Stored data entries
________

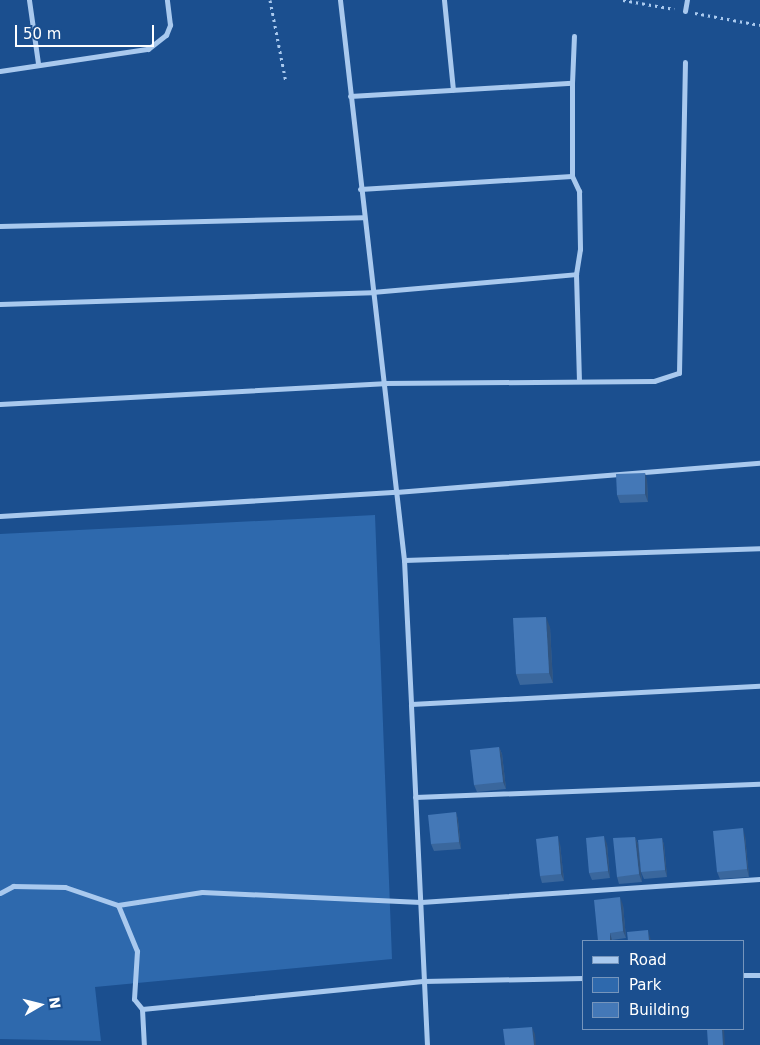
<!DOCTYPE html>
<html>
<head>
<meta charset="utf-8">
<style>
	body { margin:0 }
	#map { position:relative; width:760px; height:1045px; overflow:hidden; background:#1b4f8f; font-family:"DejaVu Sans",sans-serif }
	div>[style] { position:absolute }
	.green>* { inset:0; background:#2e69ad }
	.path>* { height:3px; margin-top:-1.5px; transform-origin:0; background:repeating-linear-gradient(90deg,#a9c9ee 0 2.5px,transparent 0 6.5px) }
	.minor>* { height:5px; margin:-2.5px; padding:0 2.5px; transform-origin:2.5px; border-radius:2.5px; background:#a9c9ee }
	.wall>* { inset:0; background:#3a679d }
	.shaded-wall>* { inset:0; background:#305480 }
	.building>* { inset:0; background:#4478b7 }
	span { translate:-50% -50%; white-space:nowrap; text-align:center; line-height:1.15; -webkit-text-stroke:4.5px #1b4f8f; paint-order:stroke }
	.legend { position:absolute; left:582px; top:940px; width:162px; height:90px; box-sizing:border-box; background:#1b4f8f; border:1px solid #7695bc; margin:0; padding:6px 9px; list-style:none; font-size:15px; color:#fff }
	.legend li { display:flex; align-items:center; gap:10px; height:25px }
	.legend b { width:25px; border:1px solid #7695bc }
	.north { position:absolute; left:15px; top:980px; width:50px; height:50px; -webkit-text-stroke:4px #1b4f8f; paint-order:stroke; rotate:82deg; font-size:14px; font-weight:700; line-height:20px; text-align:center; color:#fff }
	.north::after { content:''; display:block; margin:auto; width:18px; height:22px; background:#fff; clip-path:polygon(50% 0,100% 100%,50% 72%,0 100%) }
	.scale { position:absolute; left:15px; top:25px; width:139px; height:22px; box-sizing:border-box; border:2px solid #fff; border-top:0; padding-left:6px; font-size:15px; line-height:18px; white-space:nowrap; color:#fff; -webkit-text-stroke:4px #1b4f8f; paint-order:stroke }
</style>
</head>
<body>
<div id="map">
	<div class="green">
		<i style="clip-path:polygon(375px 515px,392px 959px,95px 987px,101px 1041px,0 1039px,0 534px)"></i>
	</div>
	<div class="path">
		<i style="left:270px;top:0;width:84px;rotate:79deg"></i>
		<i style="left:623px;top:0;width:52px;rotate:10deg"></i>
		<i style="left:695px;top:13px;width:66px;rotate:10.5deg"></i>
	</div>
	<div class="minor">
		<i style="left:29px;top:0;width:64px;rotate:81.9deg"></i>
		<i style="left:340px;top:0;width:564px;rotate:83.48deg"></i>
		<i style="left:404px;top:560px;width:144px;rotate:87.2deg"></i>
		<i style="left:444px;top:0;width:90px;rotate:84.3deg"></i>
		<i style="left:685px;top:11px;width:11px;rotate:-80deg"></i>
		<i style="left:0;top:71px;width:150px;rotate:-8.5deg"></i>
		<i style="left:148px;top:49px;width:23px;rotate:-38deg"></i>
		<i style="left:166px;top:35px;width:11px;rotate:-68deg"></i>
		<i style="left:170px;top:25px;width:25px;rotate:-97deg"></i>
		<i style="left:572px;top:83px;width:47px;rotate:-87.6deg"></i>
		<i style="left:350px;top:96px;width:222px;rotate:-3.4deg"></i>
		<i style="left:572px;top:83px;width:93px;rotate:90deg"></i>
		<i style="left:572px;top:176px;width:17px;rotate:65deg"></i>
		<i style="left:579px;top:191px;width:58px;rotate:89deg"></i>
		<i style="left:580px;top:249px;width:25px;rotate:99deg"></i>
		<i style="left:576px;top:274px;width:107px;rotate:88.4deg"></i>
		<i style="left:360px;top:189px;width:212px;rotate:-3.5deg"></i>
		<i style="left:0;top:226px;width:363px;rotate:-1.4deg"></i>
		<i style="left:0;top:304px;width:372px;rotate:-1.8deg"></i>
		<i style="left:372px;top:292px;width:205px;rotate:-5deg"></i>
		<i style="left:0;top:404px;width:384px;rotate:-3.1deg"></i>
		<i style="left:383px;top:383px;width:271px;rotate:-0.4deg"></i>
		<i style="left:654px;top:381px;width:26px;rotate:-18deg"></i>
		<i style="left:679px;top:373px;width:311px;rotate:-88.9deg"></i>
		<i style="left:0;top:516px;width:397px;rotate:-3.5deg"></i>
		<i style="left:396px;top:492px;width:365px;rotate:-4.6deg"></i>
		<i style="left:404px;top:560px;width:356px;rotate:-1.9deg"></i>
		<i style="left:415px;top:797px;width:345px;rotate:-2.2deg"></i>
		<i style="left:0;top:893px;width:15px;rotate:-28deg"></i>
		<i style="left:13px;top:886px;width:52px;rotate:1.1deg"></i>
		<i style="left:65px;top:887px;width:56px;rotate:18.8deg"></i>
		<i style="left:118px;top:905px;width:85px;rotate:-8.8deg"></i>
		<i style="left:202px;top:892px;width:219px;rotate:2.6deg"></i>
		<i style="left:421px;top:902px;width:340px;rotate:-3.9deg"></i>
		<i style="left:118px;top:905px;width:50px;rotate:67.6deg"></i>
		<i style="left:137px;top:951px;width:48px;rotate:93.6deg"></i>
		<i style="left:134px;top:999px;width:13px;rotate:51deg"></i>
		<i style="left:142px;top:1009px;width:36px;rotate:87deg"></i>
		<i style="left:744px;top:975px;width:16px"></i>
		<i style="left:142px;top:1009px;width:282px;rotate:-5.7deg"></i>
		<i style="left:423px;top:981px;width:161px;rotate:-1.1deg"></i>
		<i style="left:427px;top:1045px;width:341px;rotate:-92.7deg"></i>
		<i style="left:411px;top:704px;width:349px;rotate:-3deg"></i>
	</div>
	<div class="wall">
		<i style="clip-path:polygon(647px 480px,648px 502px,620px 503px,617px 495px)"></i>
		<i style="clip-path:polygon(550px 627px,553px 683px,520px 685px,516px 674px)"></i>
		<i style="clip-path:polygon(499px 747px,502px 754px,506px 789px,477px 792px,474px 785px)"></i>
		<i style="clip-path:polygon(456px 812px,458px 820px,461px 849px,434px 851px,431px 844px)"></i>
		<i style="clip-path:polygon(745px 836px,749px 877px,720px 879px,717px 872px)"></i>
		<i style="clip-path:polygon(635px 837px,638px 844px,642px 882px,619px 884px,617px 877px)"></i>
		<i style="clip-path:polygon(662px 838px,664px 845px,667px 877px,644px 879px,641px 872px)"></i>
		<i style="clip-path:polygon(560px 844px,564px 881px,542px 883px,540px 876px)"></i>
		<i style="clip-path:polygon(607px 844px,610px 878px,592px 880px,589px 873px)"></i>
		<i style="clip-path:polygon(623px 905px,626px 938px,612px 940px,612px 941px,598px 941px)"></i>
	</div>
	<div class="shaded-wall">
		<i style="clip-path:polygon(645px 473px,647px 480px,648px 502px,645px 494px)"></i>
		<i style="clip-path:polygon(546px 617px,550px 627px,553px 683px,549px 673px)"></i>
		<i style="clip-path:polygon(499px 747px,502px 754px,506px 789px,503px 782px)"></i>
		<i style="clip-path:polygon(456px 812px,458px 820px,461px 849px,459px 842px)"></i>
		<i style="clip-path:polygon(743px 828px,745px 836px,749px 877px,747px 869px)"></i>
		<i style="clip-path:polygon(558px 836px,560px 844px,564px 881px,561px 874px)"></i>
		<i style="clip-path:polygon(604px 836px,607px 844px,610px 878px,608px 871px)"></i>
		<i style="clip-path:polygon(635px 837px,638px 844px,642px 882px,639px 874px)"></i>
		<i style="clip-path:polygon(662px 838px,664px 845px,667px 877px,665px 870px)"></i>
		<i style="clip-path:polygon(620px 897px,623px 905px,626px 938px,623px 931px)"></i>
		<i style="clip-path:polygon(648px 930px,650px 937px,651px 941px,649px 941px)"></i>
		<i style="clip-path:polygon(610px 933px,612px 940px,612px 941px,610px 941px)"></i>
		<i style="clip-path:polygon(532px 1027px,535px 1034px,536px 1045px,534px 1045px)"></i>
		<i style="clip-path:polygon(722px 1029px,724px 1029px,725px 1045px,723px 1045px)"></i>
	</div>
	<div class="building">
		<i style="clip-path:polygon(645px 473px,645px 494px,617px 495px,616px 474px)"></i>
		<i style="clip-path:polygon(546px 617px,549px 673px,516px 674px,513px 618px)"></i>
		<i style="clip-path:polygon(499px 747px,503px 782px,474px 785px,470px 750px)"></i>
		<i style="clip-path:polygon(456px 812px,459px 842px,431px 844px,428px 815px)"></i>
		<i style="clip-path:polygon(743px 828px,747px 869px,717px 872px,713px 831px)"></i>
		<i style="clip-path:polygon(558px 836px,561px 874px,540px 876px,536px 839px)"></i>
		<i style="clip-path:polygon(604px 836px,608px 871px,589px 873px,586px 838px)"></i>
		<i style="clip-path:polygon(635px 837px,639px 874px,617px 877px,613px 838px)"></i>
		<i style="clip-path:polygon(662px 838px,665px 870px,641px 872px,638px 840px)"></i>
		<i style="clip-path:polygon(620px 897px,623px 931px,610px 933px,610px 941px,598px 941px,594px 900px)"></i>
		<i style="clip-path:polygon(648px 930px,649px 941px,628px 941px,627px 932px)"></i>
		<i style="clip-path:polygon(532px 1027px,534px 1045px,505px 1045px,503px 1029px)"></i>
		<i style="clip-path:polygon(707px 1029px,722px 1029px,723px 1045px,708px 1045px)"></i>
	</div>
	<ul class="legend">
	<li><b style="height:6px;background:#a9c9ee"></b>Road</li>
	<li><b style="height:14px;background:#2e69ad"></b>Park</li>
	<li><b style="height:14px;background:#4478b7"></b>Building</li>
	</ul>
	<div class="north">N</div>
	<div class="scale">50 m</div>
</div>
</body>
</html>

________

Brief
Copy out exactly, with no pictures, the lines of the data from the first one through the line bearing "position:absolute; left:15px; top:980px;".

Result for this exercise
<!DOCTYPE html>
<html>
<head>
<meta charset="utf-8">
<style>
	body { margin:0 }
	#map { position:relative; width:760px; height:1045px; overflow:hidden; background:#1b4f8f; font-family:"DejaVu Sans",sans-serif }
	div>[style] { position:absolute }
	.green>* { inset:0; background:#2e69ad }
	.path>* { height:3px; margin-top:-1.5px; transform-origin:0; background:repeating-linear-gradient(90deg,#a9c9ee 0 2.5px,transparent 0 6.5px) }
	.minor>* { height:5px; margin:-2.5px; padding:0 2.5px; transform-origin:2.5px; border-radius:2.5px; background:#a9c9ee }
	.wall>* { inset:0; background:#3a679d }
	.shaded-wall>* { inset:0; background:#305480 }
	.building>* { inset:0; background:#4478b7 }
	span { translate:-50% -50%; white-space:nowrap; text-align:center; line-height:1.15; -webkit-text-stroke:4.5px #1b4f8f; paint-order:stroke }
	.legend { position:absolute; left:582px; top:940px; width:162px; height:90px; box-sizing:border-box; background:#1b4f8f; border:1px solid #7695bc; margin:0; padding:6px 9px; list-style:none; font-size:15px; color:#fff }
	.legend li { display:flex; align-items:center; gap:10px; height:25px }
	.legend b { width:25px; border:1px solid #7695bc }
	.north { position:absolute; left:15px; top:980px; width:50px; height:50px; -webkit-text-stroke:4px #1b4f8f; paint-order:stroke; rotate:82deg; font-size:14px; font-weight:700; line-height:20px; text-align:center; color:#fff }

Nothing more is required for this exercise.